• [EXERCISE OBJECTIVE]:
The following data has a line with "Quick job: Extract the structured data from the" and a line with "Quick job: Extract the structured data from this". Write out exactly those lines and all the lines between them.

• [DATA FOR PROCESSING]:

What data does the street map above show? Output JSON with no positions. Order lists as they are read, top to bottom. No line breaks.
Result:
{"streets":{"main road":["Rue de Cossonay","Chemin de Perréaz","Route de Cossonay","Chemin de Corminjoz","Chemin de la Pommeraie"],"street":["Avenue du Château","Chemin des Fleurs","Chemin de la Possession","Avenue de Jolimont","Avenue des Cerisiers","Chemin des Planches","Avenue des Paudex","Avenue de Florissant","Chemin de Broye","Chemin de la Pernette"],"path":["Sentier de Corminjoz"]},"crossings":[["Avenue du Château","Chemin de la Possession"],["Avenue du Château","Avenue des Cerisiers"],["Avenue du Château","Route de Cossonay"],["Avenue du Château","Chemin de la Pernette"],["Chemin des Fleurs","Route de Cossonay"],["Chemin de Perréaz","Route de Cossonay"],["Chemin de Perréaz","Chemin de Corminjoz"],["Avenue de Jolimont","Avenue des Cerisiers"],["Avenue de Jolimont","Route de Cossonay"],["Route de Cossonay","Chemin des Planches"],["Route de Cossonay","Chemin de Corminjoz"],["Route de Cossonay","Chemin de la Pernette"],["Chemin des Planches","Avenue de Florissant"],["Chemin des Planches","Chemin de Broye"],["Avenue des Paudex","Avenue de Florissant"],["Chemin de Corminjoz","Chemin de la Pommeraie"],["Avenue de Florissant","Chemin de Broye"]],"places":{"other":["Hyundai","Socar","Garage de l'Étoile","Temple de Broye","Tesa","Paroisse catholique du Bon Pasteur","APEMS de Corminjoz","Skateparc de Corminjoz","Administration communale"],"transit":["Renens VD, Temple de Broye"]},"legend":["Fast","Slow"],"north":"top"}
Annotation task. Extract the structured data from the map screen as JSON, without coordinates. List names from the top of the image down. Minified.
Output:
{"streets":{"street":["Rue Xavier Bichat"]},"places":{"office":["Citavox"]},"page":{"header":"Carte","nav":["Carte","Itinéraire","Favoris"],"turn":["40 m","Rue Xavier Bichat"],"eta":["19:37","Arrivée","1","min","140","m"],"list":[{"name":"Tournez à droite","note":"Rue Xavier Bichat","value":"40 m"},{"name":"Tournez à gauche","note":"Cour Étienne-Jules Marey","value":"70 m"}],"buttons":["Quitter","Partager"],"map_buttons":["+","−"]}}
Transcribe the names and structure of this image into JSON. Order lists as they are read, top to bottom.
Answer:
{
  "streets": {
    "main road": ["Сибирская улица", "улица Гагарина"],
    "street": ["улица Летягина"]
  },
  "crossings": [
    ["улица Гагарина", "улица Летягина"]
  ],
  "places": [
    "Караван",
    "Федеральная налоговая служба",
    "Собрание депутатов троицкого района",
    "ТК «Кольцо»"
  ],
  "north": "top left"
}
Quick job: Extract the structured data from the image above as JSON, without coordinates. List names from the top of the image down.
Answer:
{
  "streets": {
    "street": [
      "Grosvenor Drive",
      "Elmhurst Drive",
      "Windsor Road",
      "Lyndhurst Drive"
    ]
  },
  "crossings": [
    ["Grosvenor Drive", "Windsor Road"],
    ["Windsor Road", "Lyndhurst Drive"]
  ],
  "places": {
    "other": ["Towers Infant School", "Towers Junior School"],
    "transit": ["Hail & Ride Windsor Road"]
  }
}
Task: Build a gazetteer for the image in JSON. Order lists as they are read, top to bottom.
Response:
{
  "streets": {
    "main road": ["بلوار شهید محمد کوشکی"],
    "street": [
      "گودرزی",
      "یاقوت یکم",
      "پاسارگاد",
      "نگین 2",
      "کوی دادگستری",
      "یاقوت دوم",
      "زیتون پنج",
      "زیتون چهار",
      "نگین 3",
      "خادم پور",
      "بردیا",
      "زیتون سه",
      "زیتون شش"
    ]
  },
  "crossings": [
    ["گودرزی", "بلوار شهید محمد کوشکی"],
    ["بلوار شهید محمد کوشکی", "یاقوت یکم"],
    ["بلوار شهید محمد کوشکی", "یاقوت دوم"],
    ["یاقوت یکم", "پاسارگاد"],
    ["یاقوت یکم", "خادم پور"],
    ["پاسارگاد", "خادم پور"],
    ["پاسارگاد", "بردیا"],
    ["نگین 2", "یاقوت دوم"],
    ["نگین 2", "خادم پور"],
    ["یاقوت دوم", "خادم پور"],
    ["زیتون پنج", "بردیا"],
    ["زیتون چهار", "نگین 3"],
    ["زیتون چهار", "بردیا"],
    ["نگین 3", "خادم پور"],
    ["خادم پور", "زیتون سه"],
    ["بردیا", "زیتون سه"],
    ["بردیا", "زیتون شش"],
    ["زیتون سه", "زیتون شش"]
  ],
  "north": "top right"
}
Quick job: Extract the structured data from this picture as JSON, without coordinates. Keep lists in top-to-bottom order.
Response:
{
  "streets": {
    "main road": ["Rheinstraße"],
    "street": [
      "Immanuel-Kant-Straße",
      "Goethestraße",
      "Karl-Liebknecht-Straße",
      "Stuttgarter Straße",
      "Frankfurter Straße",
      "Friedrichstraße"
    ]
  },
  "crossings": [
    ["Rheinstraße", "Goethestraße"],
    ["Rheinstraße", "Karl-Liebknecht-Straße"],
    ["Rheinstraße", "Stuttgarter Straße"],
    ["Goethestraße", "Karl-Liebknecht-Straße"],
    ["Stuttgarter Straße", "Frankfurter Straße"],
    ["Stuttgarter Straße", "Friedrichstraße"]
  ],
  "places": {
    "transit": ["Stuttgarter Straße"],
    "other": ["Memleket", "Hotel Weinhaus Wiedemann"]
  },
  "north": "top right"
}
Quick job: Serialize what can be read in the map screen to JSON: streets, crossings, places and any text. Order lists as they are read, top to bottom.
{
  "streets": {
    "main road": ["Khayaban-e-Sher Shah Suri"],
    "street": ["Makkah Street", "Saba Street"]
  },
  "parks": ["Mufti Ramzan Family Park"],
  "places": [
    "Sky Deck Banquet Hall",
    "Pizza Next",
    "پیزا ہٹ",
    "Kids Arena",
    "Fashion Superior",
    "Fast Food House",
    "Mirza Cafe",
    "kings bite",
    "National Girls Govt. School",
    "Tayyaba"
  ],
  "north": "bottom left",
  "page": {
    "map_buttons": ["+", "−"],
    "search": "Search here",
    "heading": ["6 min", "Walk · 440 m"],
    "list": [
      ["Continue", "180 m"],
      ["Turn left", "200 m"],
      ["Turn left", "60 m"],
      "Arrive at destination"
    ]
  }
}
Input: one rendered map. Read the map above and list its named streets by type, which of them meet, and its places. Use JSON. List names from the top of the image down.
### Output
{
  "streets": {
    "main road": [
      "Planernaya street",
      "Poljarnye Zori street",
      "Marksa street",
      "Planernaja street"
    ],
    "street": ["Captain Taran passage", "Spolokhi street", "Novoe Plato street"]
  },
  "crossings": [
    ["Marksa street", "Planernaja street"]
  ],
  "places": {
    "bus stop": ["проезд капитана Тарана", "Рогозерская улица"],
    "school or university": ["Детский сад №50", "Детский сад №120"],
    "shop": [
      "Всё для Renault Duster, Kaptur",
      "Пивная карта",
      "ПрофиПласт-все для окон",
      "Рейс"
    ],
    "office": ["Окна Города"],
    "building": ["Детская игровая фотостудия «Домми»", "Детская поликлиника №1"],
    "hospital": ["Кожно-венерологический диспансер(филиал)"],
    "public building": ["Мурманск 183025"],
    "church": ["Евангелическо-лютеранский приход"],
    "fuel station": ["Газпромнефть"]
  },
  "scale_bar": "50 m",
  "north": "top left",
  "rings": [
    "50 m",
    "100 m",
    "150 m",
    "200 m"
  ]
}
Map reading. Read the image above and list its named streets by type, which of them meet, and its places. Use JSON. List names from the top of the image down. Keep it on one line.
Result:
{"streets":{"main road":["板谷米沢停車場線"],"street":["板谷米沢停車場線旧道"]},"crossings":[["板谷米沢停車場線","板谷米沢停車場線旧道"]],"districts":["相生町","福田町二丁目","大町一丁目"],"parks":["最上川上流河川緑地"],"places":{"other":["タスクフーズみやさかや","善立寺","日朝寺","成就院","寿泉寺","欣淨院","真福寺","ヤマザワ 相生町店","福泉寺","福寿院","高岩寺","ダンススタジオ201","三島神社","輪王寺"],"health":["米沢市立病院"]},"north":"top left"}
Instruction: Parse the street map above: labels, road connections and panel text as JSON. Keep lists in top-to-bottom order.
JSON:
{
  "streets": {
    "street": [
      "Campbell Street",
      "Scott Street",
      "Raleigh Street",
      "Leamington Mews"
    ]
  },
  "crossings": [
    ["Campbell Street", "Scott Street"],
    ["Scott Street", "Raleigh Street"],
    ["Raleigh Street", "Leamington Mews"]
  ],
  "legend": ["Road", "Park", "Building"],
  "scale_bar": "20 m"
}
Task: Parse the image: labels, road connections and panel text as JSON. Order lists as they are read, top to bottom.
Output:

• [ANSWER TO THE PROBLEM]:
Quick job: Extract the structured data from the image above as JSON, without coordinates. List names from the top of the image down.
Answer:
{
  "streets": {
    "street": [
      "Grosvenor Drive",
      "Elmhurst Drive",
      "Windsor Road",
      "Lyndhurst Drive"
    ]
  },
  "crossings": [
    ["Grosvenor Drive", "Windsor Road"],
    ["Windsor Road", "Lyndhurst Drive"]
  ],
  "places": {
    "other": ["Towers Infant School", "Towers Junior School"],
    "transit": ["Hail & Ride Windsor Road"]
  }
}
Task: Build a gazetteer for the image in JSON. Order lists as they are read, top to bottom.
Response:
{
  "streets": {
    "main road": ["بلوار شهید محمد کوشکی"],
    "street": [
      "گودرزی",
      "یاقوت یکم",
      "پاسارگاد",
      "نگین 2",
      "کوی دادگستری",
      "یاقوت دوم",
      "زیتون پنج",
      "زیتون چهار",
      "نگین 3",
      "خادم پور",
      "بردیا",
      "زیتون سه",
      "زیتون شش"
    ]
  },
  "crossings": [
    ["گودرزی", "بلوار شهید محمد کوشکی"],
    ["بلوار شهید محمد کوشکی", "یاقوت یکم"],
    ["بلوار شهید محمد کوشکی", "یاقوت دوم"],
    ["یاقوت یکم", "پاسارگاد"],
    ["یاقوت یکم", "خادم پور"],
    ["پاسارگاد", "خادم پور"],
    ["پاسارگاد", "بردیا"],
    ["نگین 2", "یاقوت دوم"],
    ["نگین 2", "خادم پور"],
    ["یاقوت دوم", "خادم پور"],
    ["زیتون پنج", "بردیا"],
    ["زیتون چهار", "نگین 3"],
    ["زیتون چهار", "بردیا"],
    ["نگین 3", "خادم پور"],
    ["خادم پور", "زیتون سه"],
    ["بردیا", "زیتون سه"],
    ["بردیا", "زیتون شش"],
    ["زیتون سه", "زیتون شش"]
  ],
  "north": "top right"
}
Quick job: Extract the structured data from this picture as JSON, without coordinates. Keep lists in top-to-bottom order.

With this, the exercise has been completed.